でも、悩み事や考え事が多くて眠れない場合はそうはいきません。
ペパーミントやローズウッドのようなモノテルペンアルコール類を多く含んだ
リフレッシュ作用のある香で悩みをふっ飛ばす必要があるでしょう。
ようするに西洋医学の様に症状だけを見るのではなく、その症状を引き起こしてしまった
その人の性格・体質といったようにその人を全体的(ホリスティック)に見て精油を選ぶのです。
そして、その人の体質・性格的にどのような成分が必要かを判断する。
昔ながらの民間療法や体質診断と現代化学の分子説の融合です。
例えば、冷静なタイプの黒檀質(東洋医学でいうと気が陰の人)は
体調を崩すと自律神経系、気管支が弱ったり、頭痛、不眠に悩まされている人が多いです。

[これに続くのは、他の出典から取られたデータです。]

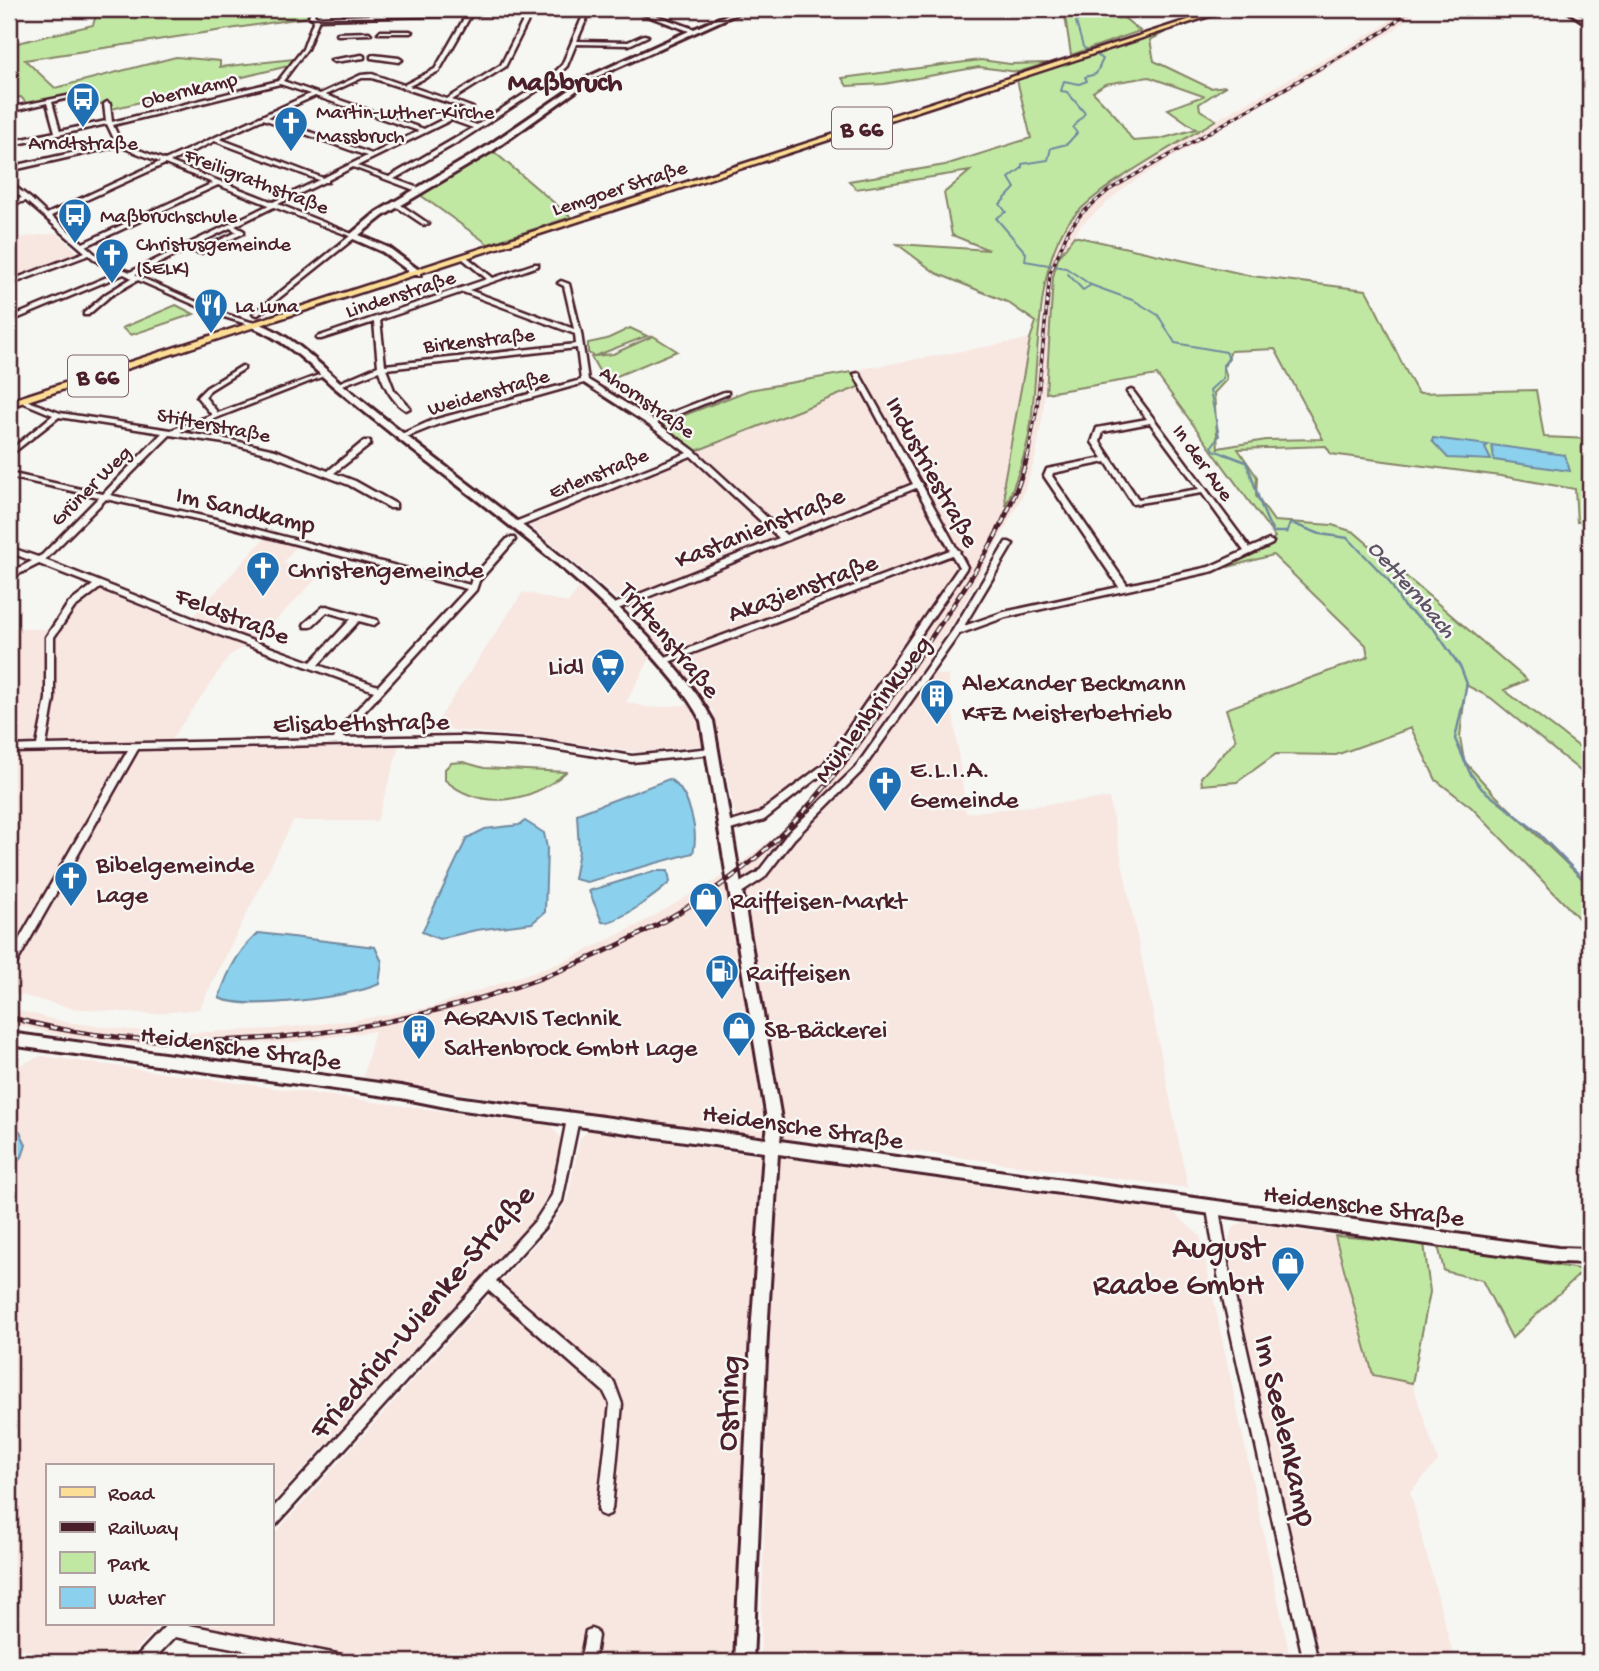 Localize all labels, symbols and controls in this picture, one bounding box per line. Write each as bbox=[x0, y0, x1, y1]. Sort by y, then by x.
street label: Obernkamp bbox=[139, 68, 241, 116]
district label: Maßbruch bbox=[508, 68, 622, 101]
bus stop icon: Arndtstraße bbox=[64, 80, 102, 129]
place label: Martin-Luther-Kirche Massbruch bbox=[316, 102, 496, 151]
church icon: Martin-Luther-Kirche Massbruch bbox=[272, 104, 310, 153]
road number: B 66 bbox=[832, 107, 892, 148]
place label: Arndtstraße bbox=[28, 133, 139, 158]
street label: Freiligrathstraße bbox=[179, 144, 333, 223]
street label: Lemgoer Straße bbox=[549, 156, 692, 224]
bus stop icon: Maßbruchschule bbox=[56, 196, 94, 245]
place label: Maßbruchschule bbox=[100, 206, 238, 231]
place label: Christusgemeinde (SELK) bbox=[136, 234, 292, 283]
church icon: Christusgemeinde (SELK) bbox=[93, 236, 131, 285]
street label: Lindenstraße bbox=[343, 266, 460, 326]
restaurant icon: La Luna bbox=[192, 286, 230, 335]
place label: La Luna bbox=[235, 296, 300, 321]
street label: Birkenstraße bbox=[421, 324, 537, 361]
road number: B 66 bbox=[68, 356, 128, 396]
street label: Ahornstraße bbox=[593, 362, 700, 447]
street label: Weidenstraße bbox=[425, 365, 554, 424]
street label: Industriestraße bbox=[876, 392, 985, 554]
street label: Stifterstraße bbox=[154, 404, 273, 451]
street label: In der Aue bbox=[1165, 421, 1238, 508]
street label: Grüner Weg bbox=[47, 442, 138, 533]
street label: Erlenstraße bbox=[546, 444, 654, 506]
street label: Im Sandkamp bbox=[172, 481, 318, 544]
street label: Kastanienstraße bbox=[671, 482, 851, 578]
water label: Oetternbach bbox=[1361, 536, 1461, 645]
church icon: Christengemeinde bbox=[244, 549, 282, 598]
street label: Akazienstraße bbox=[724, 549, 883, 632]
place label: Christengemeinde bbox=[288, 557, 484, 588]
street label: Triftenstraße bbox=[609, 576, 726, 707]
street label: Feldstraße bbox=[169, 582, 294, 655]
street label: Mühlenbrinkweg bbox=[809, 631, 940, 791]
supermarket icon: Lidl bbox=[589, 646, 627, 695]
place label: Lidl bbox=[548, 654, 584, 685]
place label: Alexander Beckmann KFZ Meisterbetrieb bbox=[962, 670, 1186, 731]
building icon: Alexander Beckmann KFZ Meisterbetrieb bbox=[918, 677, 956, 726]
street label: Elisabethstraße bbox=[273, 708, 450, 743]
place label: E.L.I.A. Gemeinde bbox=[910, 757, 1019, 818]
church icon: E.L.I.A. Gemeinde bbox=[866, 764, 904, 813]
place label: Bibelgemeinde Lage bbox=[95, 852, 255, 913]
church icon: Bibelgemeinde Lage bbox=[52, 859, 90, 908]
shop icon: Raiffeisen-Markt bbox=[687, 880, 725, 929]
place label: Raiffeisen-Markt bbox=[730, 888, 908, 919]
fuel station icon: Raiffeisen bbox=[703, 952, 741, 1001]
place label: Raiffeisen bbox=[746, 960, 851, 991]
place label: AGRAVIS Technik Saltenbrock GmbH Lage bbox=[444, 1005, 698, 1066]
shop icon: SB-Bäckerei bbox=[720, 1009, 758, 1058]
building icon: AGRAVIS Technik Saltenbrock GmbH Lage bbox=[400, 1012, 438, 1061]
place label: SB-Bäckerei bbox=[764, 1017, 887, 1048]
street label: Heidensche Straße bbox=[138, 1021, 343, 1080]
street label: Heidensche Straße bbox=[700, 1100, 905, 1159]
street label: Friedrich-Wienke-Straße bbox=[302, 1177, 545, 1450]
street label: Heidensche Straße bbox=[1261, 1181, 1466, 1236]
place label: August Raabe GmbH bbox=[1093, 1231, 1267, 1306]
shop icon: August Raabe GmbH bbox=[1269, 1244, 1307, 1293]
street label: Im Seelenkamp bbox=[1243, 1332, 1324, 1531]
street label: Ostring bbox=[710, 1354, 752, 1452]
legend bbox=[46, 1464, 273, 1626]
text: Road bbox=[108, 1484, 156, 1509]
text: Railway bbox=[108, 1518, 178, 1543]
text: Park bbox=[107, 1554, 151, 1579]
text: Water bbox=[108, 1588, 166, 1613] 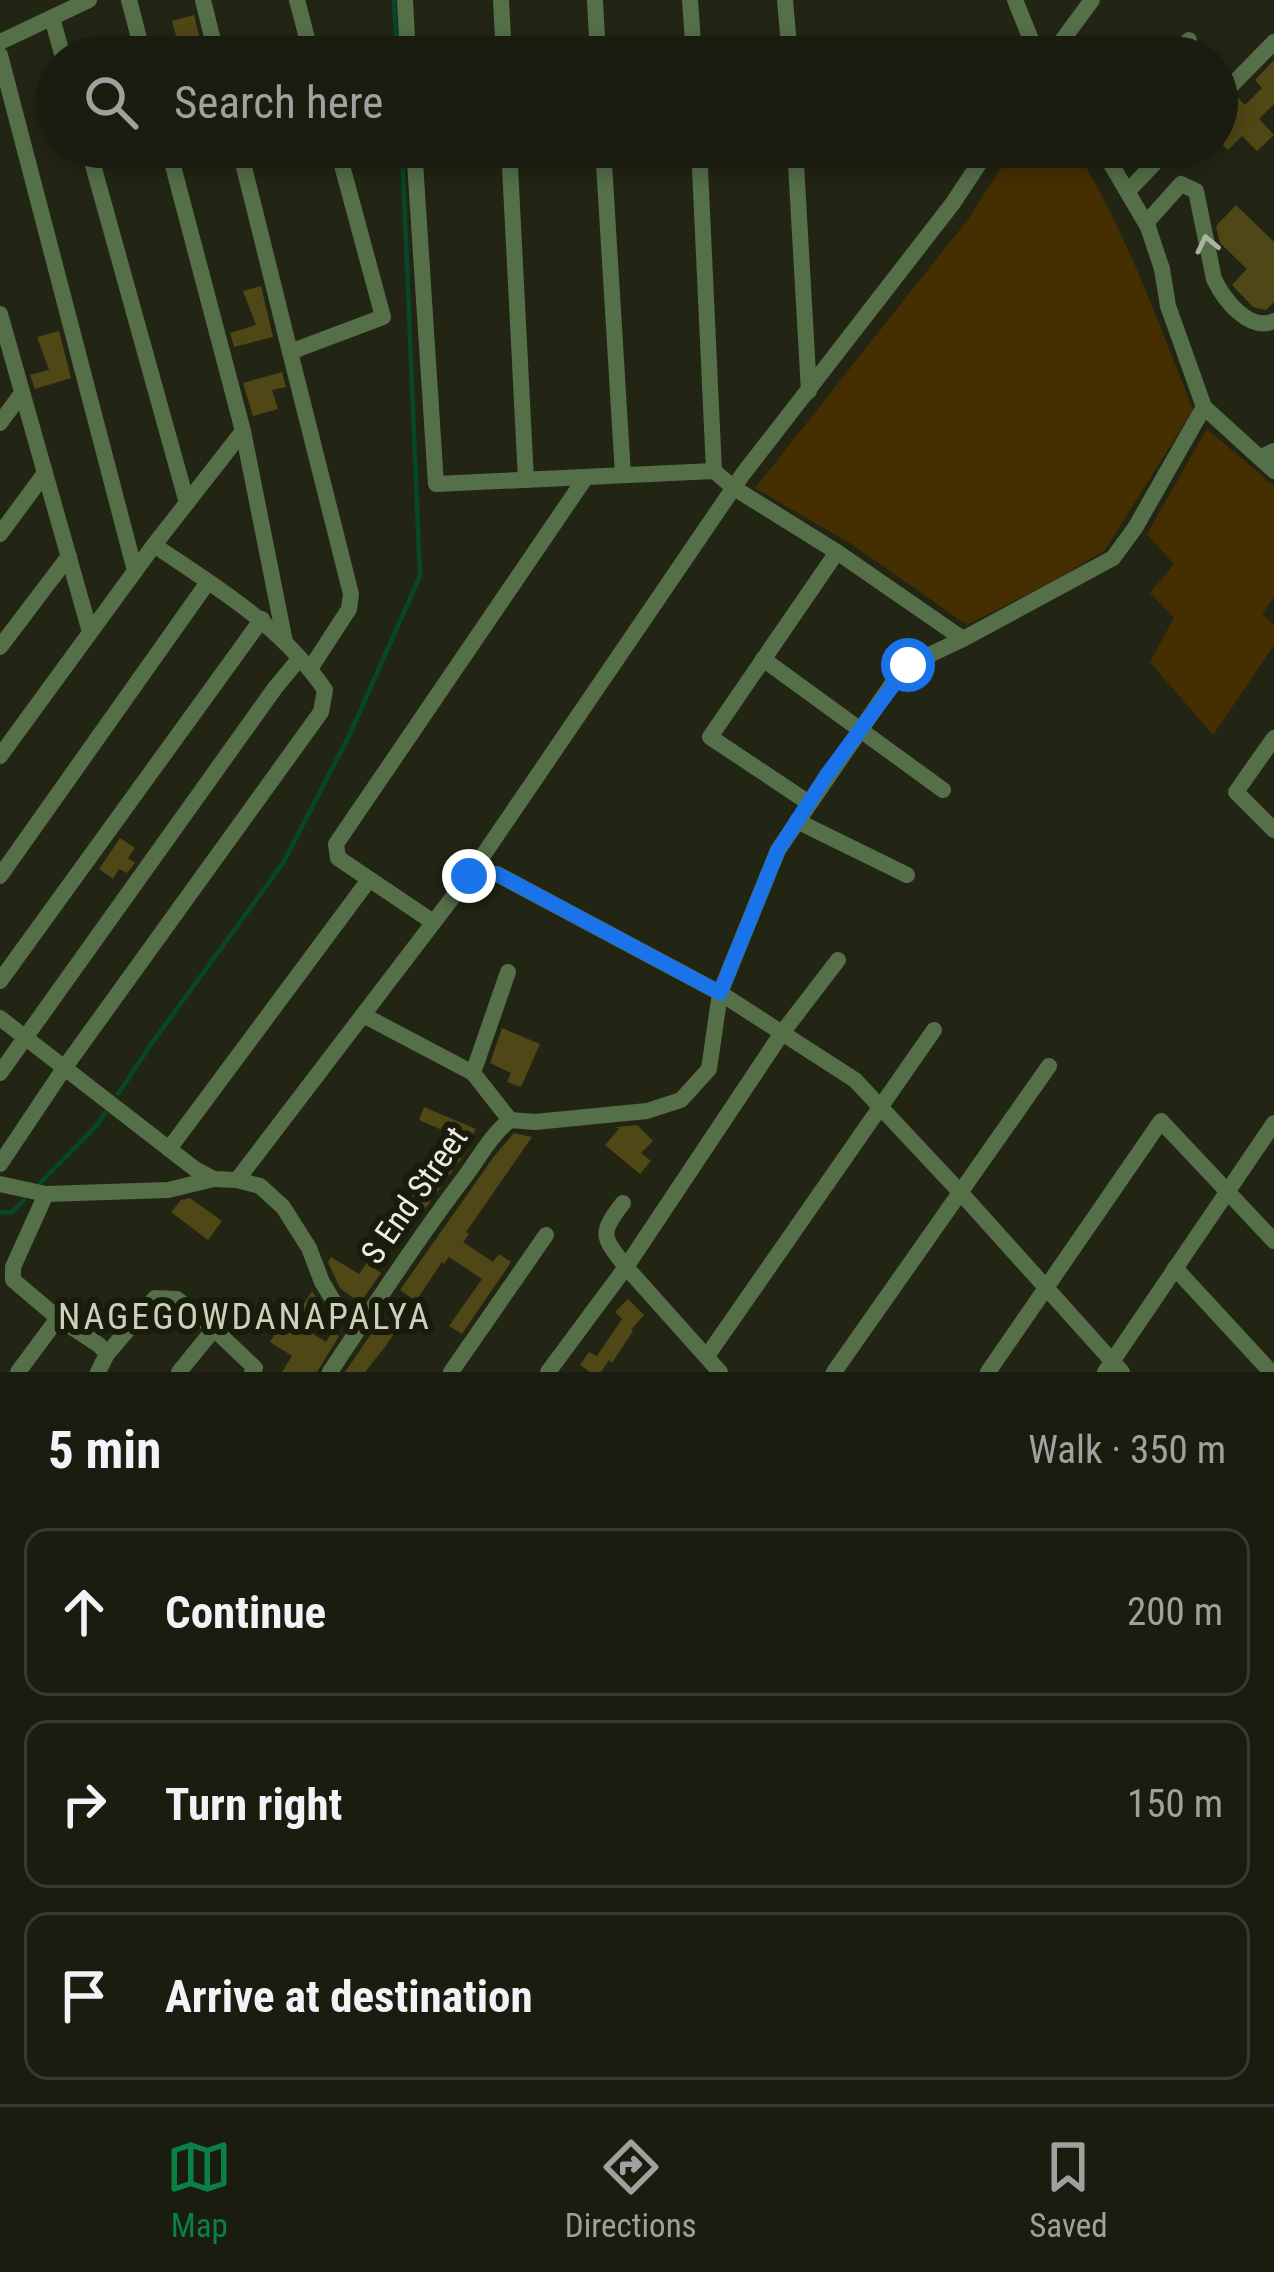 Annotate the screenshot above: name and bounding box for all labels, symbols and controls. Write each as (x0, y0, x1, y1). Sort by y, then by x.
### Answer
search box (36, 36, 1238, 168)
icon: search (78, 69, 144, 135)
text: Search here (174, 76, 383, 129)
one-way arrow (1196, 234, 1221, 254)
route start (881, 638, 935, 692)
route end (442, 849, 496, 903)
street label: S End Street (353, 1119, 475, 1271)
district label: NAGEGOWDANAPALYA (58, 1296, 432, 1338)
text: 5 min (48, 1421, 161, 1480)
text: Walk · 350 m (1028, 1427, 1226, 1473)
icon: ahead (51, 1579, 117, 1645)
text: Continue (165, 1586, 326, 1639)
text: 200 m (1127, 1589, 1223, 1635)
icon: right (51, 1771, 117, 1837)
text: Turn right (165, 1778, 342, 1831)
text: 150 m (1127, 1781, 1223, 1827)
icon: arrive (51, 1963, 117, 2029)
text: Arrive at destination (165, 1970, 533, 2023)
tab: Map (166, 2134, 232, 2245)
tab: Directions (565, 2134, 697, 2245)
tab: Saved (1029, 2134, 1108, 2245)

(私は冷静なタイプだけどそんな事はないという方はきっと健康だからです。)
そんな方は+に帯電する性質を持っていて、極性のモノテルペンアルコール類を多く含む
香りが必要でしょう。
神経強壮作用が自律神経失調症や頭痛・不眠を、抗菌、抗ウィルス作用が気管支を
守ってくれるでしょう。
そして、それを多く含む精油はゼラニウム・ローズ・ローズウッド・ネロリなどです。
香りの好みはその人の環境などで全然違ってきますが、
香りの好みであるていど自分の体質・性格を把握する事が出来ます。
香りの好みが変わった時は体質が変わった時だと思って間違い無いです。
すきな香りはあなたが必要としてるからです。
にがてな香はあなたには足りているからです。
にがてな香りを好きになろうとするよりは、好きな香りを好きなだけ匂って
体のバランスが取れたら、自然とにがてな香りが無くなるのを待ちましょう。